Segment Open

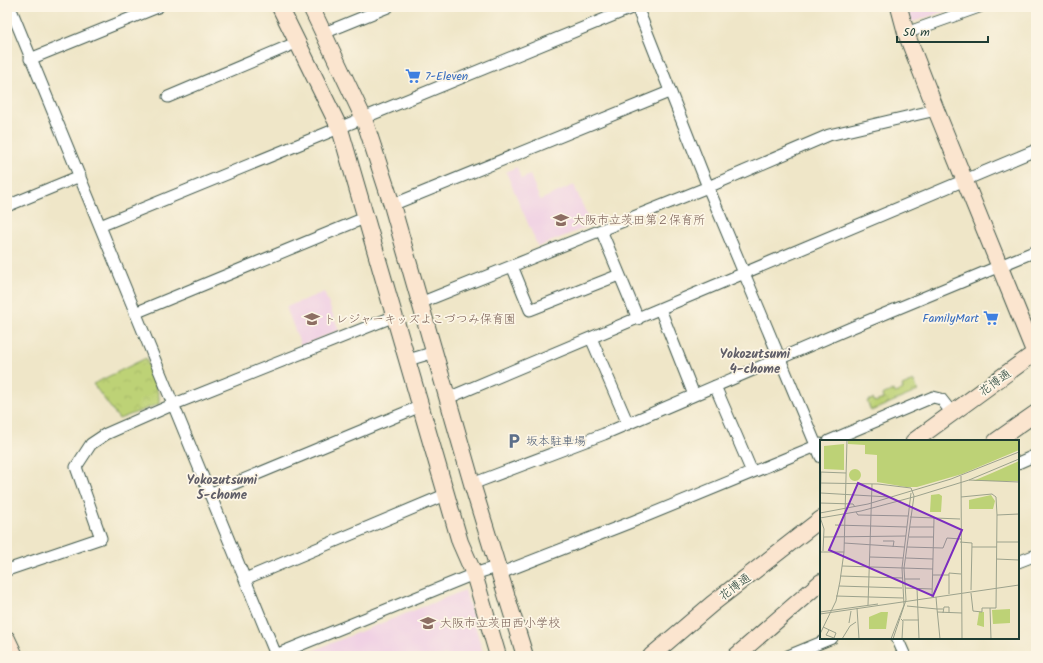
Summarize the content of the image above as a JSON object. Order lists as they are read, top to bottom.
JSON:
{
  "streets": {
    "street": ["花博通"]
  },
  "districts": ["Yokozutsumi 4-chome", "Yokozutsumi 5-chome"],
  "places": {
    "supermarket": ["7-Eleven", "FamilyMart"],
    "school or university": ["大阪市立茨田第２保育所", "トレジャーキッズよこづつみ保育園", "大阪市立茨田西小学校"],
    "parking": ["坂本駐車場"]
  },
  "scale_bar": "50 m"
}
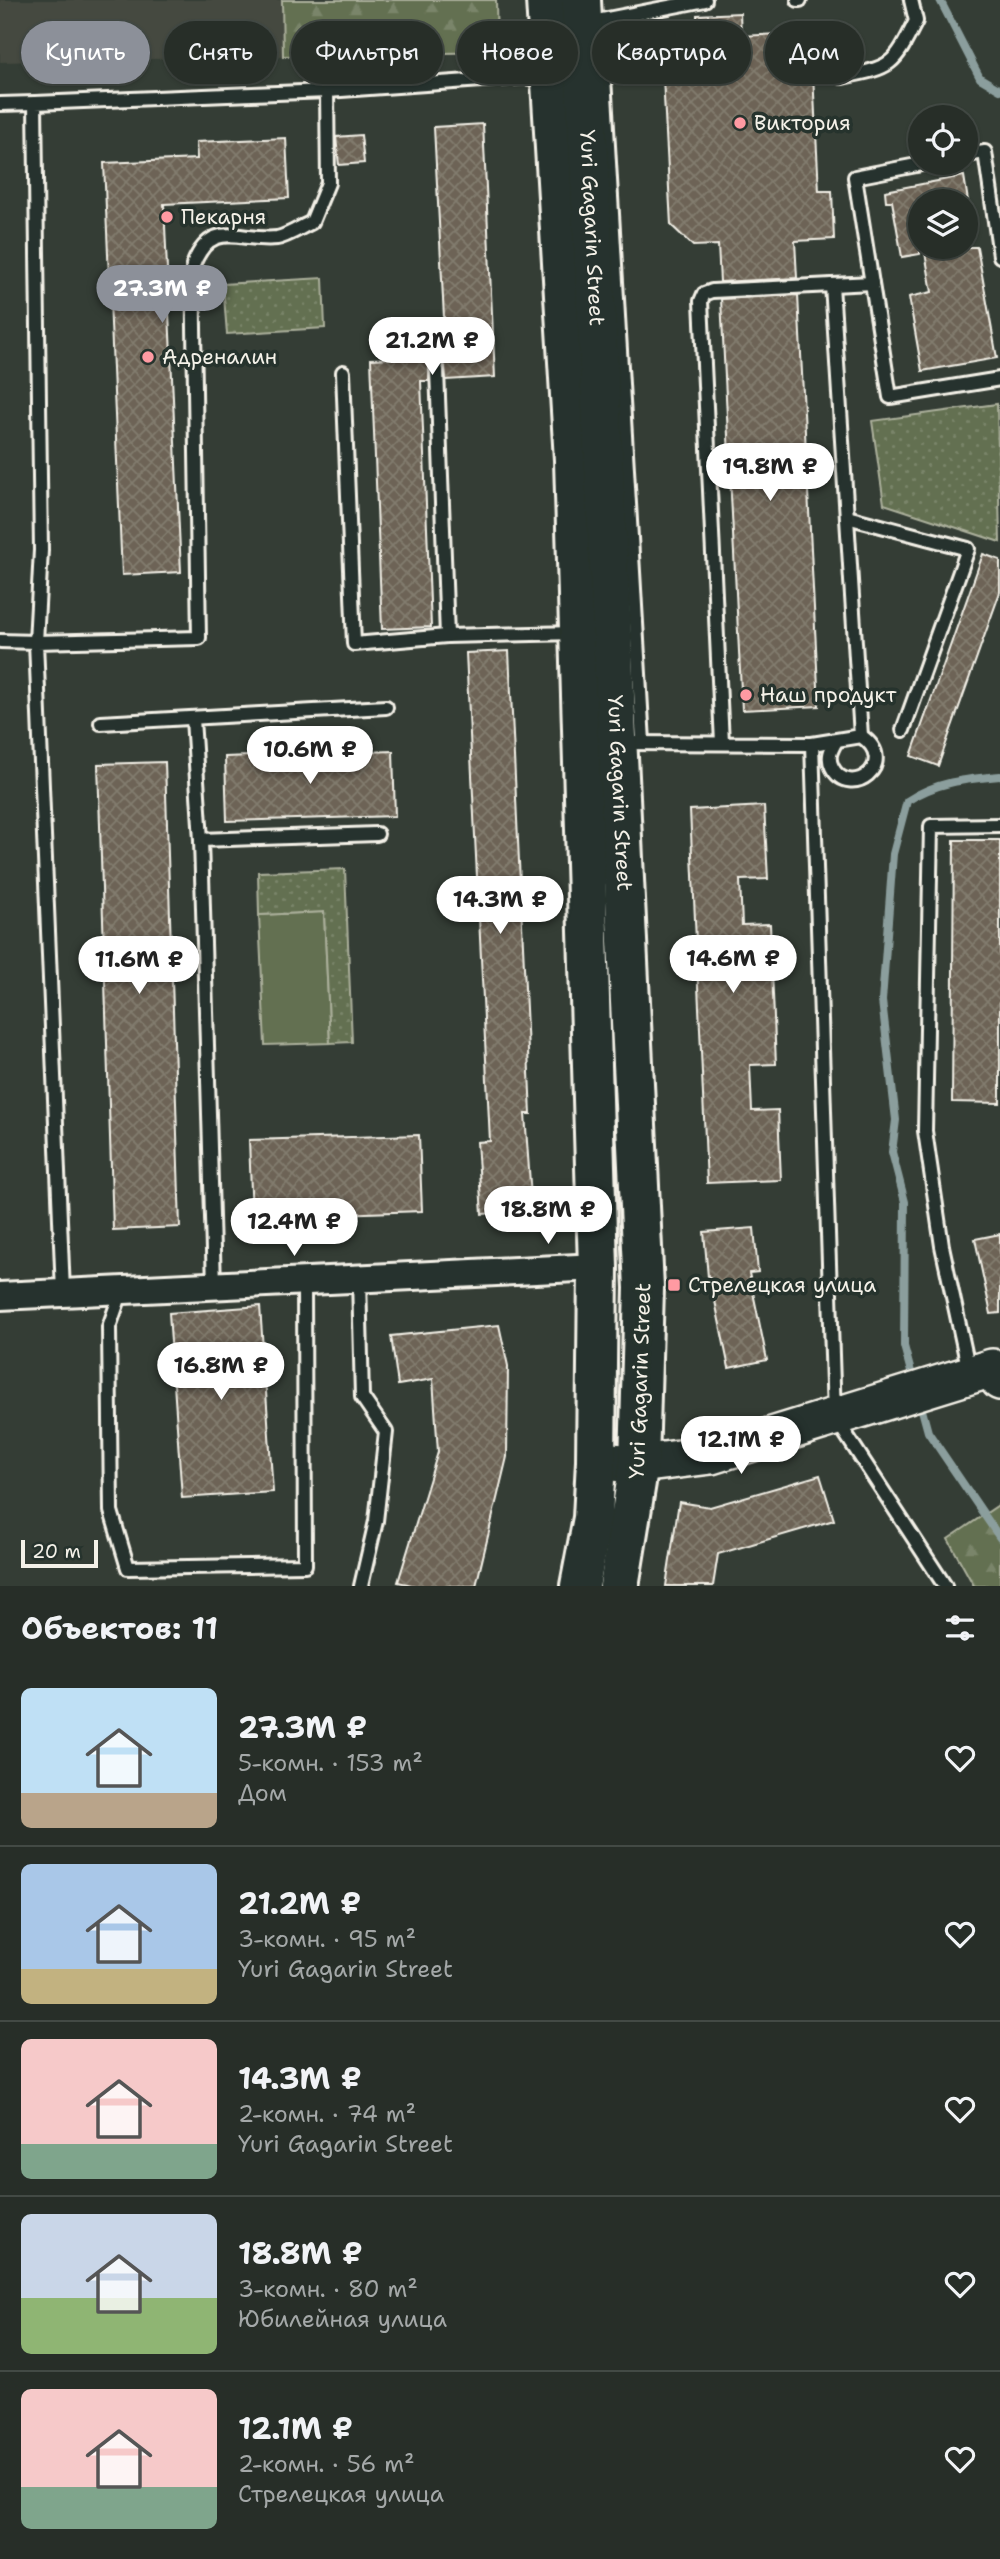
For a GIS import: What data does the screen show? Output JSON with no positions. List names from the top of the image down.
{
  "streets": {
    "main road": ["Yuri Gagarin Street"]
  },
  "places": {
    "other": [
      "Виктория",
      "Пекарня",
      "Адреналин",
      "Наш продукт"
    ],
    "transit": ["Стрелецкая улица"]
  },
  "scale_bar": "20 m",
  "page": {
    "chip": [
      "Купить",
      "Снять",
      "Фильтры",
      "Новое",
      "Квартира",
      "Дом"
    ],
    "price": [
      "27.3M ₽",
      "21.2M ₽",
      "19.8M ₽",
      "10.6M ₽",
      "14.3M ₽",
      "14.6M ₽",
      "11.6M ₽",
      "18.8M ₽",
      "12.4M ₽",
      "16.8M ₽",
      "12.1M ₽"
    ],
    "scale": "20 m",
    "heading": "Объектов: 11",
    "list": [
      {
        "name": "27.3M ₽",
        "note": "5-комн. · 153 m² · Дом"
      },
      {
        "name": "21.2M ₽",
        "note": "3-комн. · 95 m² · Yuri Gagarin Street"
      },
      {
        "name": "14.3M ₽",
        "note": "2-комн. · 74 m² · Yuri Gagarin Street"
      },
      {
        "name": "18.8M ₽",
        "note": "3-комн. · 80 m² · Юбилейная улица"
      },
      {
        "name": "12.1M ₽",
        "note": "2-комн. · 56 m² · Стрелецкая улица"
      }
    ]
  }
}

Segment Closed

Task:
Every line in the data that holds "JSON" should be copied out.

Result:
Summarize the content of the image above as a JSON object. Order lists as they are read, top to bottom.
JSON:
For a GIS import: What data does the screen show? Output JSON with no positions. List names from the top of the image down.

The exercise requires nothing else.